Jared w:
I'm currently in the dark knight and am having a few problems. First, meditation is much harder than it was before. I actually find myself getting bored or unfocused constantly. .
Hi Jared and welcome to DhO! It's hard for an observer to know where you're at without a lot of context as to what came before, what sorts of practices you've been doing, how your path has been unfolding so far, but taking this at face value...
Jared w:
Secondly. I was meditating today and at one point was focusing on my feet. There started to be a small vibration and then all of a sudden I had this queasy feeling. I was about to vomit but snapped out of my meditation to stop it. Is that normal?
The range of experiences that can happen in various stages are pretty broad and different from one person to the next. That could be "disgust" nyana or a bad cheeseburger, but either way: is it permanent? Solid? Is it really "you" or "yours"? How does
the way your mind relates to it-- with resistance and dualistic tension or openness and relaxation-- condition the arising and cessation of suffering?
Jared w:
I want to move on from dark knight, but don't really know where to go next. I feel pretty much lost at the moment.
What is "I want to move on..." made of? Is it solid, permanent? Is it impermanent sensations? Is it all that's true of your experience? Or is it just one part of your experience? Is it a primary experience or is it a reaction to other experiences (those that you are labeling dark night)? What is "being lost"? How lost are you, if you're in touch with the feelings and thoughts of lostness? Maybe that's just part of this phase. Maybe by really getting in touch with those feelings and investigating that experience of "being lost"-- seeing what its made of, how it functions-- things will unfold spontaneously.
I find that dark night is a time to let go of assumptions about who I am, what experience is, to learn about the dynamics of resistance and release.
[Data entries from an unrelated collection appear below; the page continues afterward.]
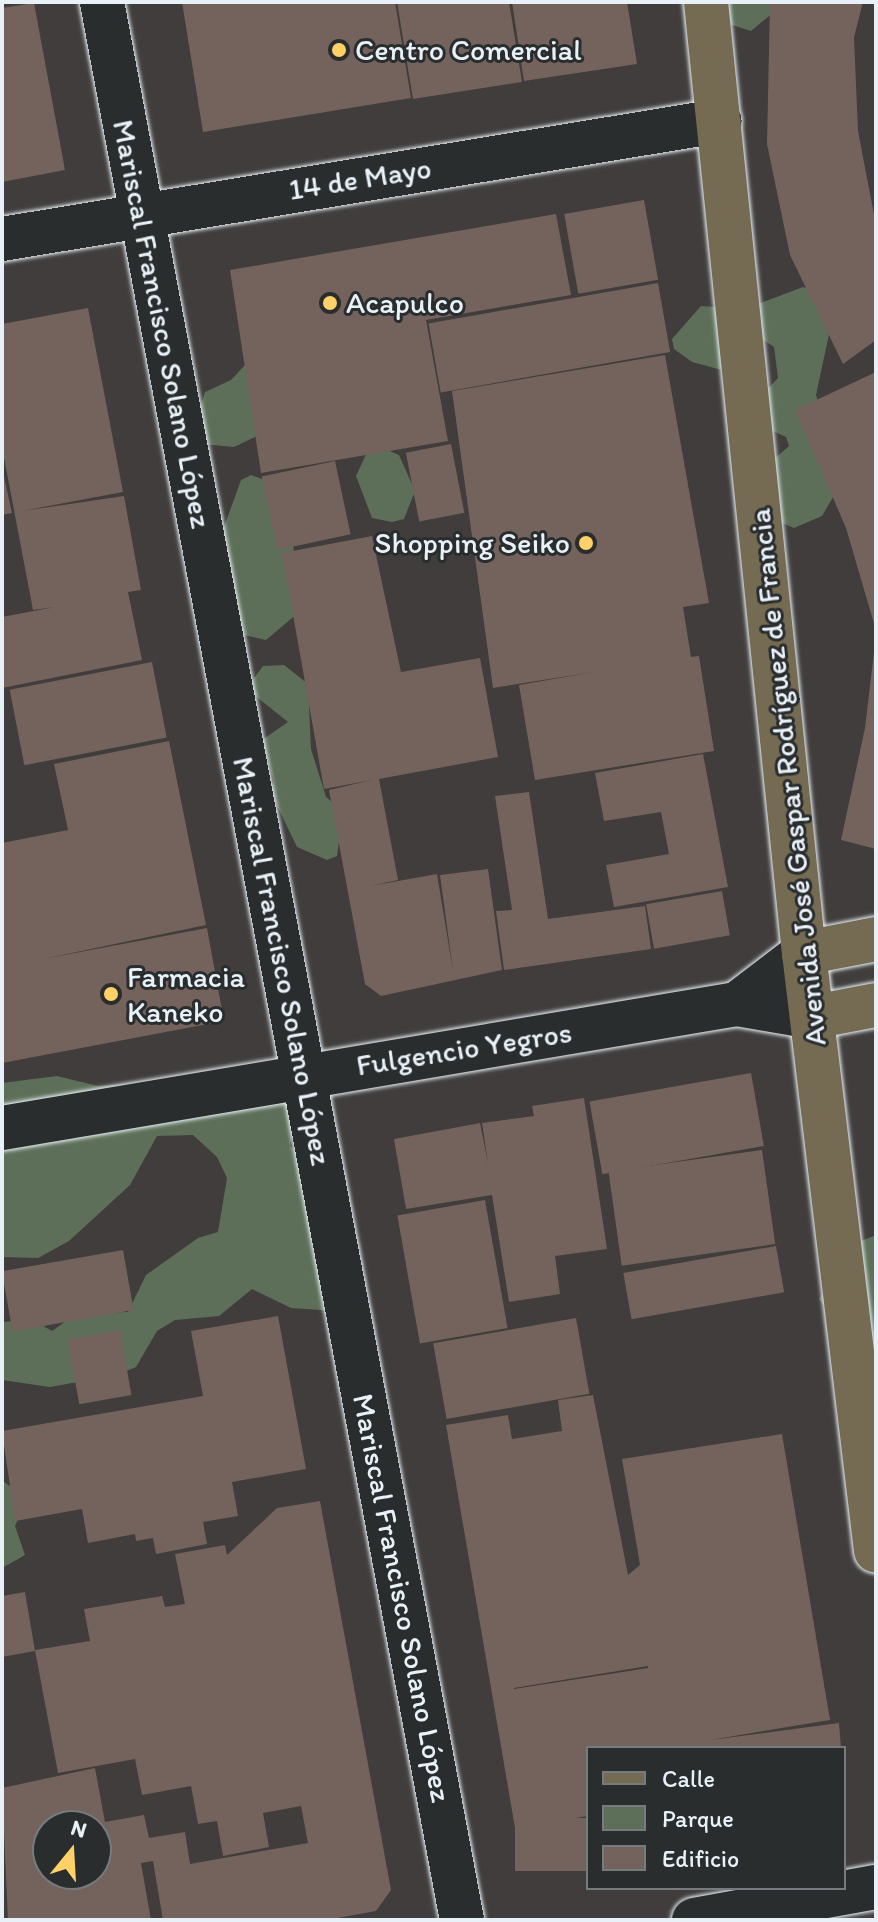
<!DOCTYPE html>
<meta charset="utf-8">
<style>
body{margin:0}
#map{position:relative;width:878px;height:1922px;overflow:hidden;background:#403d3c;font-family:Itim,sans-serif}
div>[style]{position:absolute}
.green>*{inset:0;background:#5d6f58}
.building>*{inset:0;background:#74625c;transform-origin:0 0}
.roads{filter:drop-shadow(0 0 2px #e8f1f8) drop-shadow(0 0 2px #e8f1f8)}
.minor>*{height:44px;margin:-22px;padding:0 22px;transform-origin:22px;border-radius:22px;background:#2a2d2e}
.major>*{height:44px;margin:-22px;padding:0 22px;transform-origin:22px;border-radius:22px;background:#756b52}
.dots>*{width:22px;height:22px;translate:-50% -50%;box-sizing:border-box;border:4px solid #2a2d2e;border-radius:50%}
span{translate:-50% -50%;white-space:nowrap;text-align:center;line-height:1.15;-webkit-text-stroke:6px #2a2d2e;paint-order:stroke}
.poi-label{font-size:30px;color:#e8f1f8}
.left{translate:0 -50%;text-align:left}
.right{translate:-100% -50%;text-align:right}
.street-label{font-size:30px;color:#e8f1f8}
.frame{position:absolute;inset:0;border:4px solid #e8f1f8;pointer-events:none}
.legend{position:absolute;left:586px;top:1746px;width:260px;height:144px;box-sizing:border-box;background:#2a2d2e;border:2px solid #767b7f;margin:0;padding:10px 14px;list-style:none;font-size:24px;color:#e8f1f8}
.legend li{display:flex;align-items:center;gap:16px;height:40px}
.legend b{width:40px;border:2px solid #767b7f}
.north{position:absolute;left:32px;top:1810px;width:80px;height:80px;box-sizing:border-box;background:#2a2d2e;border:2px solid #767b7f;border-radius:50%;rotate:18deg;font-size:22px;font-weight:700;line-height:32px;text-align:center;color:#e8f1f8}
.north::after{content:'';display:block;margin:auto;width:28px;height:36px;background:#ffd166;clip-path:polygon(50% 0,100% 100%,50% 72%,0 100%)}
</style>
<div id="map">
<div class="green">
<div style="clip-path:polygon(708px 2px,786px 2px,751px 31px,723px 22px)"></div>
<div style="clip-path:polygon(803px 287px,824px 292px,834px 311px,816px 395px,843px 480px,822px 516px,794px 528px,775px 520px,772px 461px,789px 446px,786px 437px,742px 417px,778px 378px,774px 347px,756px 335px,731px 368px,718px 369px,692px 362px,674px 349px,672px 339px,701px 306px,745px 309px)"></div>
<div style="clip-path:polygon(245px 365px,263px 433px,234px 447px,202px 444px,196px 423px,205px 392px,231px 380px)"></div>
<div style="clip-path:polygon(380px 447px,399px 455px,415px 491px,404px 519px,392px 522px,372px 518px,356px 476px,369px 448px)"></div>
<div style="clip-path:polygon(251px 475px,270px 482px,293px 542px,298px 613px,266px 640px,244px 635px,227px 619px,216px 549px,241px 480px)"></div>
<div style="clip-path:polygon(284px 665px,308px 684px,311px 749px,326px 797px,343px 811px,337px 856px,327px 860px,297px 847px,270px 791px,274px 782px,262px 740px,288px 722px,253px 694px,251px 682px,263px 666px)"></div>
<div style="clip-path:polygon(57px 1076px,98px 1086px,247px 1077px,297px 1106px,290px 1146px,305px 1158px,335px 1311px,291px 1308px,252px 1289px,219px 1316px,175px 1320px,157px 1331px,136px 1367px,117px 1375px,50px 1387px,2px 1380px,2px 1322px,33px 1320px,52px 1331px,76px 1314px,128px 1312px,146px 1275px,198px 1238px,218px 1232px,227px 1178px,217px 1157px,193px 1135px,157px 1136px,130px 1185px,69px 1241px,38px 1258px,2px 1257px,2px 1083px)"></div>
<div style="clip-path:polygon(876px 1235px,876px 1375px,819px 1299px,859px 1242px)"></div>
<div style="clip-path:polygon(2px 1434px,3px 1481px,27px 1499px,15px 1526px,25px 1555px,2px 1568px)"></div>
</div>
<div class="building">
<div style="clip-path:polygon(182px 2px,395px 2px,411px 98px,203px 132px)"></div>
<div style="clip-path:polygon(397px 2px,509px 2px,522px 82px,413px 99px)"></div>
<div style="clip-path:polygon(512px 2px,627px 2px,637px 64px,524px 81px)"></div>
<div style="clip-path:polygon(770px 2px,863px 2px,854px 37px,858px 131px,876px 225px,876px 340px,843px 364px,790px 255px,767px 144px)"></div>
<div style="clip-path:polygon(34px 3px,65px 170px,2px 182px,2px 8px)"></div>
<div style="left:644px;top:200px;width:81px;height:81px;rotate:80deg"></div>
<div style="clip-path:polygon(556px 214px,571px 295px,426px 320px,448px 441px,261px 473px,230px 270px)"></div>
<div style="left:658px;top:283px;width:70px;height:233px;rotate:80deg"></div>
<div style="clip-path:polygon(88px 308px,123px 492px,22px 511px,124px 496px,141px 590px,128px 592px,142px 660px,2px 688px,2px 617px,55px 607px,33px 610px,2px 447px,2px 324px)"></div>
<div style="clip-path:polygon(665px 355px,709px 603px,683px 607px,691px 657px,699px 656px,714px 751px,535px 780px,519px 685px,594px 672px,493px 688px,452px 391px)"></div>
<div style="clip-path:polygon(876px 372px,876px 627px,875px 627px,846px 528px,795px 410px)"></div>
<div style="left:451px;top:444px;width:70px;height:46px;rotate:79deg"></div>
<div style="left:335px;top:461px;width:75px;height:75px;rotate:78deg"></div>
<div style="clip-path:polygon(2px 468px,12px 513px,2px 515px)"></div>
<div style="clip-path:polygon(372px 536px,401px 672px,480px 658px,498px 757px,379px 779px,398px 880px,370px 886px,437px 874px,453px 971px,440px 875px,488px 869px,502px 970px,381px 996px,365px 984px,329px 790px,372px 780px,324px 789px,282px 553px)"></div>
<div style="clip-path:polygon(876px 635px,876px 849px,841px 840px,865px 728px)"></div>
<div style="left:152px;top:662px;width:77px;height:145px;rotate:79deg"></div>
<div style="clip-path:polygon(169px 741px,206px 925px,43px 959px,207px 928px,224px 1021px,2px 1063px,2px 843px,68px 830px,54px 764px)"></div>
<div style="clip-path:polygon(703px 754px,728px 887px,614px 907px,606px 865px,669px 854px,661px 812px,604px 821px,595px 773px)"></div>
<div style="clip-path:polygon(529px 792px,548px 919px,645px 906px,651px 949px,504px 970px,496px 911px,512px 910px,495px 796px)"></div>
<div style="left:722px;top:891px;width:45px;height:77px;rotate:80deg"></div>
<div style="left:751px;top:1073px;width:74px;height:164px;rotate:80deg"></div>
<div style="clip-path:polygon(584px 1098px,607px 1249px,555px 1256px,560px 1294px,509px 1302px,492px 1195px,406px 1209px,394px 1139px,480px 1123px,488px 1163px,482px 1123px,534px 1116px,532px 1106px)"></div>
<div style="left:762px;top:1150px;width:95px;height:155px;rotate:82deg"></div>
<div style="left:485px;top:1200px;width:130px;height:89px;rotate:80deg"></div>
<div style="left:776px;top:1246px;width:47px;height:155px;rotate:80deg"></div>
<div style="left:123px;top:1250px;width:61px;height:123px;rotate:80deg"></div>
<div style="clip-path:polygon(278px 1316px,306px 1469px,232px 1482px,238px 1516px,203px 1522px,207px 1544px,156px 1554px,153px 1538px,136px 1541px,135px 1534px,88px 1543px,82px 1509px,15px 1521px,2px 1431px,203px 1396px,191px 1331px)"></div>
<div style="left:576px;top:1318px;width:77px;height:145px;rotate:80deg"></div>
<div style="left:120px;top:1330px;width:66px;height:53px;rotate:80deg"></div>
<div style="clip-path:polygon(evenodd,593px 1395px,628px 1575px,640px 1565px,622px 1459px,782px 1434px,830px 1720px,710px 1740px,839px 1723px,841px 1748px,588px 1748px,588px 1816px,515px 1828px,446px 1425px,508px 1415px,512px 1439px,562px 1431px,558px 1400px,593px 1395px,648px 1666px,648px 1668px,514px 1689px,514px 1688px,648px 1666px)"></div>
<div style="clip-path:polygon(evenodd,320px 1501px,391px 1890px,376px 1911px,327px 1920px,163px 1920px,153px 1861px,141px 1863px,151px 1920px,8px 1920px,2px 1788px,95px 1768px,105px 1822px,144px 1815px,149px 1838px,185px 1832px,190px 1864px,308px 1843px,301px 1806px,263px 1813px,269px 1847px,223px 1856px,217px 1821px,198px 1824px,191px 1786px,142px 1795px,135px 1759px,58px 1773px,35px 1650px,90px 1641px,84px 1609px,162px 1596px,165px 1607px,185px 1604px,175px 1554px,225px 1545px,227px 1555px,277px 1508px,320px 1501px,48px 1826px,96px 1826px,96px 1874px,48px 1874px,48px 1826px)"></div>
<div style="clip-path:polygon(25px 1592px,35px 1651px,2px 1657px,2px 1596px)"></div>
<div style="left:588px;top:1818px;width:53px;height:73px;rotate:90deg"></div>
</div>
<div class="roads">
<div class="minor">
<div style="left:102px;top:2px;width:1951px;rotate:79.37deg"></div>
<div style="left:2px;top:239px;width:727px;rotate:-9.35deg"></div>
<div style="left:737px;top:1004px;width:84px;rotate:-37.3deg"></div>
<div style="left:2px;top:1128px;width:745px;rotate:-9.58deg"></div>
<div style="left:737px;top:1004px;width:77px;rotate:9.7deg"></div>
<div style="left:694px;top:1920px;width:185px;rotate:-10.3deg"></div>
</div>
<div class="major">
<div style="left:706px;top:2px;width:956px;rotate:84.12deg"></div>
<div style="left:804px;top:953px;width:602px;rotate:83.13deg"></div>
<div style="left:804px;top:953px;width:73px;rotate:-11deg"></div>
<div style="left:813px;top:1017px;width:64px;rotate:-10.8deg"></div>
</div>
</div>
<div class="dots">
<div style="left:339px;top:50px;background:#ffd166"></div>
<div style="left:330px;top:303px;background:#ffd166"></div>
<div style="left:586px;top:543px;background:#ffd166"></div>
<div style="left:111px;top:994px;background:#ffd166"></div>
</div>
<div class="poi-label">
<span class="left" style="left:355px;top:50px">Centro Comercial</span>
<span class="left" style="left:346px;top:303px">Acapulco</span>
<span class="right" style="left:570px;top:543px">Shopping Seiko</span>
<span class="left" style="left:127px;top:994px">Farmacia<br>Kaneko</span>
</div>
<div class="street-label">
<span style="left:360px;top:179px;rotate:-9deg">14 de Mayo</span>
<span style="left:162px;top:324px;rotate:79deg">Mariscal Francisco Solano López</span>
<span style="left:788px;top:777px;rotate:-96deg">Avenida José Gaspar Rodríguez de Francia</span>
<span style="left:282px;top:961px;rotate:79deg">Mariscal Francisco Solano López</span>
<span style="left:464px;top:1049px;rotate:-9deg">Fulgencio Yegros</span>
<span style="left:402px;top:1598px;rotate:79deg">Mariscal Francisco Solano López</span>
</div>
<div class="frame"></div>
<ul class="legend">
<li><b style="height:10px;background:#756b52"></b>Calle</li>
<li><b style="height:22px;background:#5d6f58"></b>Parque</li>
<li><b style="height:22px;background:#74625c"></b>Edificio</li>
</ul>
<div class="north">N</div>
</div>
If you come into this territory (dissolution) with a strong commitment to the existential presupposition that "I am" a solid, separate, continuous self, the experiencer of experiences, the doer of deeds, than this can be extremely disorienting and painful. However, if you hold this existential presupposition more lightly, if you can get a feel for what it would mean for identity to be unfixed, fluid, discontinuous, part of the field of experience rather than the experiencer of experience, than it can be a very interesting (if still dark nighty) phase of practice.